WHAT YOU WILL DO: Return a copy of every line in the records that includes the word "canvas".

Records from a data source

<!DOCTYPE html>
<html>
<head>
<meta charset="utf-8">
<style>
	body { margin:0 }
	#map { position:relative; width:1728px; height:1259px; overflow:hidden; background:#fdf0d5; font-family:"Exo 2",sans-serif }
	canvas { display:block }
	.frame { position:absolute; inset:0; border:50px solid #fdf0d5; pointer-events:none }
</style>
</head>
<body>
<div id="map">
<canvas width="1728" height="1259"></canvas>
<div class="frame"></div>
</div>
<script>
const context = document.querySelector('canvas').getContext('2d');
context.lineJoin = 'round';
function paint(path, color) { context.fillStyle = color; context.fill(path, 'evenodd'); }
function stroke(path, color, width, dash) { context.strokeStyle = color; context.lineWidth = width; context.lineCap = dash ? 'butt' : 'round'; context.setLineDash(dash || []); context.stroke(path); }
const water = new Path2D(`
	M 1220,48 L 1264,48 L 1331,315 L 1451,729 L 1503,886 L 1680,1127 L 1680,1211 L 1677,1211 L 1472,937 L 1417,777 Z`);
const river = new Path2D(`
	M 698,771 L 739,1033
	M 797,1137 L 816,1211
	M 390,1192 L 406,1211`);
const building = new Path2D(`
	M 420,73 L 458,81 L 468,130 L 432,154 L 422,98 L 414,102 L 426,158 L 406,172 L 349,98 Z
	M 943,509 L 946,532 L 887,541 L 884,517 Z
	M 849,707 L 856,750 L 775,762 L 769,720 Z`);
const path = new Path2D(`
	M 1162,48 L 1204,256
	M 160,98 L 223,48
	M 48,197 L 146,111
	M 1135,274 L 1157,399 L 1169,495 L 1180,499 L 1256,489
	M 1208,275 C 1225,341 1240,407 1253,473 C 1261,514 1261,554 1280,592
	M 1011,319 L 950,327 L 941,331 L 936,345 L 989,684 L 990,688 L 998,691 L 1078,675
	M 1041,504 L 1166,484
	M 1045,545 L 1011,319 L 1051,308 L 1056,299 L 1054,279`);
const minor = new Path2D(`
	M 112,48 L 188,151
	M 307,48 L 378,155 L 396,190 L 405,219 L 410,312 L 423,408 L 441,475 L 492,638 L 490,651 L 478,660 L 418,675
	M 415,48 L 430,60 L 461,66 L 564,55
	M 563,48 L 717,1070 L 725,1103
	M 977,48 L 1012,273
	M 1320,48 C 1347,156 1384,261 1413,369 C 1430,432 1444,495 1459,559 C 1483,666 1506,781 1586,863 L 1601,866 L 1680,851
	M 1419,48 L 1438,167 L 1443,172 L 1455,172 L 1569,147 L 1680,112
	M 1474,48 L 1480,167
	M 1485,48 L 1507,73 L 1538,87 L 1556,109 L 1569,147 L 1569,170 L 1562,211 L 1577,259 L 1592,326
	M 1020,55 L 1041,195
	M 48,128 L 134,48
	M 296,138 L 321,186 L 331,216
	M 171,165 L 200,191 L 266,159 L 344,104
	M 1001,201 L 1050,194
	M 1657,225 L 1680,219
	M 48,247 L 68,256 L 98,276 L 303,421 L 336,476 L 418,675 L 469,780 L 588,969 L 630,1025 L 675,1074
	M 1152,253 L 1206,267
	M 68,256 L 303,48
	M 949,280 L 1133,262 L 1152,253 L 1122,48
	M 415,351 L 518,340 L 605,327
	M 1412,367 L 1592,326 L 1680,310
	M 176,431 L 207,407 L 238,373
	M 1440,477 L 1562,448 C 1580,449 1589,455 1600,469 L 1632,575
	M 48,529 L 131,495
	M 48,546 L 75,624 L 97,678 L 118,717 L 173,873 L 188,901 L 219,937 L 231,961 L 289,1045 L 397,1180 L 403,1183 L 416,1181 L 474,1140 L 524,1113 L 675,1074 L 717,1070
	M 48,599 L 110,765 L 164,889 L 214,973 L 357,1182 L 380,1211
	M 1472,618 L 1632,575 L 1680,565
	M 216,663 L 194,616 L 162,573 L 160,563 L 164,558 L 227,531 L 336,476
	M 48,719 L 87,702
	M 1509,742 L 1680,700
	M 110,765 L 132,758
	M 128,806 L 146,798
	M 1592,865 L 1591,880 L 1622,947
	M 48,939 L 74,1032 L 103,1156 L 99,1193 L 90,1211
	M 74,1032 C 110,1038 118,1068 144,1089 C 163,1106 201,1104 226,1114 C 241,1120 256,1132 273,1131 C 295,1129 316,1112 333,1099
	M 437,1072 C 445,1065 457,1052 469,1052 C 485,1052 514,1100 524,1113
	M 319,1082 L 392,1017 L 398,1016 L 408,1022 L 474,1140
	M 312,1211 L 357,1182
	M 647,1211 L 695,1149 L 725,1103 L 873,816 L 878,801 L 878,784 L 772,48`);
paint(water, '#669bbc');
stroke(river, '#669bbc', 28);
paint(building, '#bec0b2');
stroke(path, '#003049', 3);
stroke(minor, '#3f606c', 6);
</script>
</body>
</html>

ANSWER SECTION:
	canvas { display:block }
<canvas width="1728" height="1259"></canvas>
const context = document.querySelector('canvas').getContext('2d');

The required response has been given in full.